The MarQueen Hotel in Lower Queen Anne is celebrating its 10th anniversary this October, but the building has a history that stretches back to 1918, when it was built to house and train blacksmiths working at a Ford Model-T factory on the shores of Lake Union.
The MarQueen had been an apartment house since the 1940s before a private group of investors who also own the Inn at Queen Anne a few blocks away bought the property in 1998 and slowly converted it into a hotel, said general manager Sandra Shropshire.
There were still rental tenants when the new owners took over. "We did not kick out anyone at the time," she said. "Most people chose to vacate because of the conversion." But not all. Shropshire said the last long-term apartment renter only left in 2005.
The apartments that were converted into hotel rooms ended up with the same footprints, but it took some work.

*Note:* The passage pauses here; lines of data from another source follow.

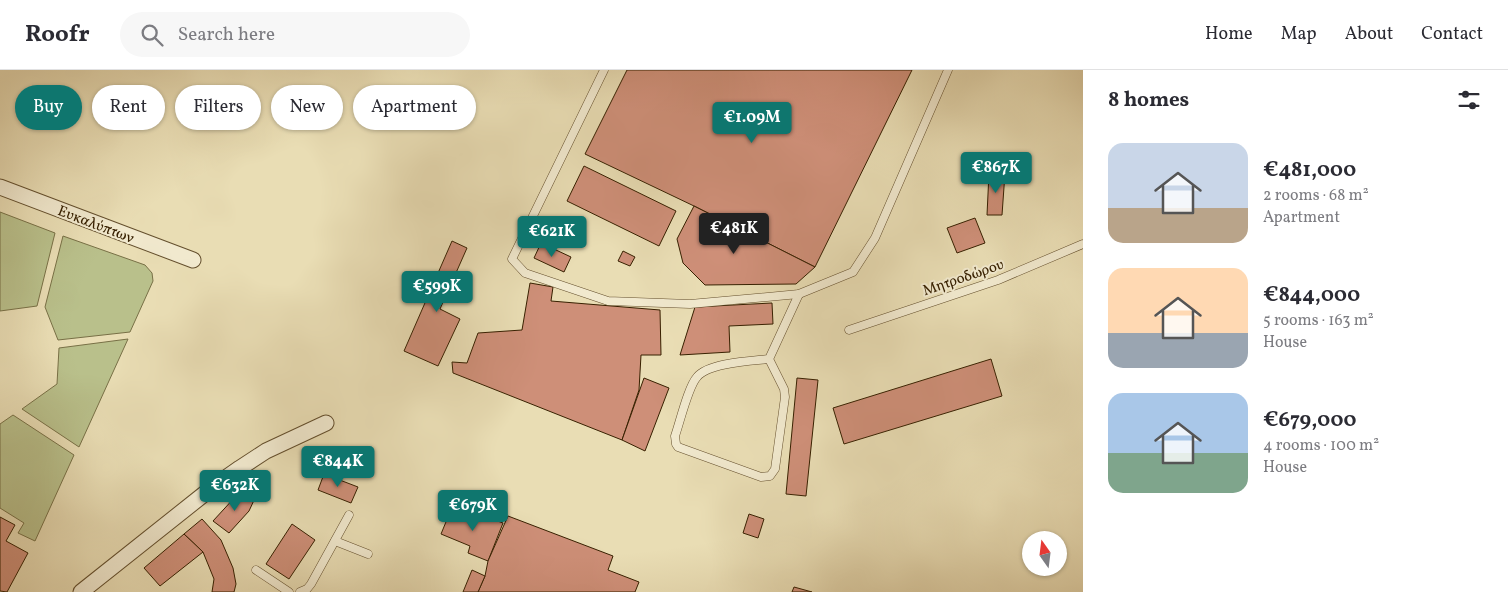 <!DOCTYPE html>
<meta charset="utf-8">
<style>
:root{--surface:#fff;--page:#f7f7f7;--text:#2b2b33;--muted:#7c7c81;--line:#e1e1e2;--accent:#0f766e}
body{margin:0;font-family:Vollkorn,serif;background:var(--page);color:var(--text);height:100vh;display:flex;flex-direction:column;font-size:19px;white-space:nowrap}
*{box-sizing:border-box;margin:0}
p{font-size:16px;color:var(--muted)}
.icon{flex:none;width:28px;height:28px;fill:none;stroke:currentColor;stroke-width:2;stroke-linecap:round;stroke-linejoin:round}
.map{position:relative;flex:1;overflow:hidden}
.panel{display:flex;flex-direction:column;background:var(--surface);width:425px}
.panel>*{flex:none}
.top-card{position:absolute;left:15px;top:15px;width:475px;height:45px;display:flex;gap:10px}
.needle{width:32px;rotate:346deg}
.tools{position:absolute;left:1022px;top:461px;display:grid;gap:10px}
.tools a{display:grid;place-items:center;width:45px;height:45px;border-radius:50%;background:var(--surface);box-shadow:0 1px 4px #0004;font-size:25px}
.price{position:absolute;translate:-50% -42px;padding:0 11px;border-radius:5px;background:var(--accent);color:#fff;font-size:16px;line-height:32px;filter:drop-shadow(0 1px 2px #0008)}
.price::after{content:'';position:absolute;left:50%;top:30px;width:15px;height:11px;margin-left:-8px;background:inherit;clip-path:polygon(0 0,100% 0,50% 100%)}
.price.selected{background:#222;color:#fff}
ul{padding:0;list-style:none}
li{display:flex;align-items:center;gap:15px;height:125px;padding:0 25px}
li span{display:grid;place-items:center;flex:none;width:140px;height:100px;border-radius:15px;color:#555}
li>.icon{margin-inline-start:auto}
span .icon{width:60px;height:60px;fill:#fffc;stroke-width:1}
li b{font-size:21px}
h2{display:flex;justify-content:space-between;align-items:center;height:60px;padding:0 25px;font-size:21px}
.tag{padding:0 18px;border-radius:22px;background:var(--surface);box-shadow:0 1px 4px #0004;font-size:18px;line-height:45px}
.tag.selected{background:var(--accent);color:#fff}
header{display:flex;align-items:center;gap:30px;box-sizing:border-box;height:70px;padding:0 25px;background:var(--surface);border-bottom:1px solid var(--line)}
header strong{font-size:24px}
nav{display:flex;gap:28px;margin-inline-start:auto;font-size:18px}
.search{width:350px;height:45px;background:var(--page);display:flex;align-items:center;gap:12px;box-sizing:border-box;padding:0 18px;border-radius:28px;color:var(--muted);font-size:19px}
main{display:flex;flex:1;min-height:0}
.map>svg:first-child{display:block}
</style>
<header>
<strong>Roofr</strong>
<div class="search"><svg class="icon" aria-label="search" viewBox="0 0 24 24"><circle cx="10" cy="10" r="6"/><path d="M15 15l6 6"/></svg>Search here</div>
<nav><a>Home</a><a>Map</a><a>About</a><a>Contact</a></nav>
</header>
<main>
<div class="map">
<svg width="1083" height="522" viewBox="0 0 1083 522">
<rect width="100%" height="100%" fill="#e9ddb4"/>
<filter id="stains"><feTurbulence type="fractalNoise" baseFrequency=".004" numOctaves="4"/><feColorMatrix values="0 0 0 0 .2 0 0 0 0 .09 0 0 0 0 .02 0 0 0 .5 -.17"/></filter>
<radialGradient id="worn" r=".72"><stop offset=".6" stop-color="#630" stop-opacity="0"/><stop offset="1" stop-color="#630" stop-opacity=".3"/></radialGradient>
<g fill="#b9c08b" stroke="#787046">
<polygon points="0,142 55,163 37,236 0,241"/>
<polygon points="63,166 145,195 152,203 153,211 130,262 58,270 45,237"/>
<polygon points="128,269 79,377 22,339 57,314 59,278"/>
<polygon points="13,345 74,385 35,471 18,463 24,453 0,438 0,354"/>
</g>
<g fill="#ce8f78" stroke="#372000">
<polygon points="627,0 912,0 815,197 694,136 585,84"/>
<polygon points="584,96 676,141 659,176 567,131"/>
<polygon points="989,103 1005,103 1002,145 987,145"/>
<polygon points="694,136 815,197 796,214 705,215 683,193 677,169"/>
<polygon points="975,148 985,173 957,183 947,158"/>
<polygon points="452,171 467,178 440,239 460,249 438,296 404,281"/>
<polygon points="541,173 571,187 564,202 534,188"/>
<polygon points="623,181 635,187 630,196 618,191"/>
<polygon points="530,213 553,217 551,231 660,240 661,285 641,285 639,320 622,370 453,303 452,292 467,293 478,263 522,260"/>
<polygon points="772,233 773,254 729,256 730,282 680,285 695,237"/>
<polygon points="991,289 1002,326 844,374 833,338"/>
<polygon points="644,308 669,318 645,381 622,370"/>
<polygon points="797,308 818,310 806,426 786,424"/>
<polygon points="324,404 358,417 351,433 318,420"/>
<polygon points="248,421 255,428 249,441 229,463 213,451 236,426 242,428"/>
<polygon points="458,436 503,453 488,491 468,483 470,476 441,464 448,447 453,449"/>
<polygon points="749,444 764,449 758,468 743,463"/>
<polygon points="508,446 613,486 608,500 639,512 635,522 478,522 485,506 488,491"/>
<polygon points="0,447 15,455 6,471 28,483 7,522 0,521"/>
<polygon points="202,449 221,470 233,498 236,514 234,522 212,522 214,509 203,482 184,464"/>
<polygon points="292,454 315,470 289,509 266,494"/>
<polygon points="184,464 203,482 160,516 144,498"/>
<polygon points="472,500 485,506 478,522 463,522"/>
<polygon points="794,517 812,522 792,522"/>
</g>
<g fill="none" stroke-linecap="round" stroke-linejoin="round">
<defs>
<g id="service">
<polyline points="604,0 512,189 525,203 608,231 690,234 799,224 853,202 875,168 948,0"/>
<polyline points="849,260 998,210 1083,174"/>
<path d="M 769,289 L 784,319 L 785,327 L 775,399 L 770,406 L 761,407 L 678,377 L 676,374 L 675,366 C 680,352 688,317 697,307 C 708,293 750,291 769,289 L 799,224"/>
<polyline points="335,471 368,484"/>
<polyline points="256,500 289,522"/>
<polyline points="300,522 307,519 311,514 349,445"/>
</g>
<g id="minor">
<polyline points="0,117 193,190"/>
<polyline points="81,522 213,417 240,398 266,381 326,353"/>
</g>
</defs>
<use href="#service" stroke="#644f2d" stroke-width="9"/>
<use href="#minor" stroke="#644f2d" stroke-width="17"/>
<use href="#service" stroke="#f1e9ce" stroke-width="8"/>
<use href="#minor" stroke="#f1e9ce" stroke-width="15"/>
</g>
<g text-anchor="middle" stroke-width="4" stroke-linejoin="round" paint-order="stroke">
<g font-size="15" fill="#372000" stroke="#f1e9ce">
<text transform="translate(96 154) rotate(21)" y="5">Ευκαλύπτων</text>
<text transform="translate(963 207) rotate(-19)" y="5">Μητροδώρου</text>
</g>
</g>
<rect width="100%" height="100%" filter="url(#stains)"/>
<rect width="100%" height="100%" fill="url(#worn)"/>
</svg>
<div class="tools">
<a><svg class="needle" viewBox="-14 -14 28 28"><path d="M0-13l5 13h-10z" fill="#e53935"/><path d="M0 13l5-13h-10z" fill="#7c7c81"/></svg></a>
</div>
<b class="price" style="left:752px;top:74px">€1.09M</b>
<b class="price" style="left:996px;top:124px">€867K</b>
<b class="price selected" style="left:734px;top:185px">€481K</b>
<b class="price" style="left:552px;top:188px">€621K</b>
<b class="price" style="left:437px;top:243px">€599K</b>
<b class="price" style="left:338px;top:418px">€844K</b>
<b class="price" style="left:235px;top:442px">€632K</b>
<b class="price" style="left:473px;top:462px">€679K</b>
<div class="top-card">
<a class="tag selected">Buy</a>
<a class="tag">Rent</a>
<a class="tag">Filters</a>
<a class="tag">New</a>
<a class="tag">Apartment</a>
</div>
</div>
<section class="panel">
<h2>8 homes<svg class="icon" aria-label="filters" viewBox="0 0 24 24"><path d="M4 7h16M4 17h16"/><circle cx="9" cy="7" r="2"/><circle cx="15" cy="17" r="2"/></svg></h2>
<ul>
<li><span style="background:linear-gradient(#c9d6e8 65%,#b9a48a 0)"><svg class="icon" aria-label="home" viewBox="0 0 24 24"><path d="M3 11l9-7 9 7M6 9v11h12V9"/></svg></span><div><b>€481,000</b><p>2 rooms · 68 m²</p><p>Apartment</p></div></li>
<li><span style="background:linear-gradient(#ffd9b3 65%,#9aa5b1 0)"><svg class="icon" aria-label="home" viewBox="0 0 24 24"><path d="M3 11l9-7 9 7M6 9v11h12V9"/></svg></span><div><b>€844,000</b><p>5 rooms · 163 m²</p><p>House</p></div></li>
<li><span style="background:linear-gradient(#a9c7e8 60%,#7fa58c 0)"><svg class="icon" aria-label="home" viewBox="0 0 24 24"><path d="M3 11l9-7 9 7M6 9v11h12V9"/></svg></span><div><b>€679,000</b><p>4 rooms · 100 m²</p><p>House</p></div></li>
</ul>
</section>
</main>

"It was pretty run down when they (the new owners) took over," she said of the building. "It had to be polished up quite a bit to bring it back to its original luster."
The rooms have kitchens and hardwood floors, some of the apartments on the ground floor were turned into the Caffe Ladro, and there is also a Jill Bucy Skincare salon in former apartment space.
Like every other business in Seattle, the faltering economy has affected the MarQueen, Shropshire said. "This year has been a struggle, and this summer proved exceptionally troublesome," she said.
But Shropshire has an idea how to counter the trend. "We have to be smarter at what we do," she said.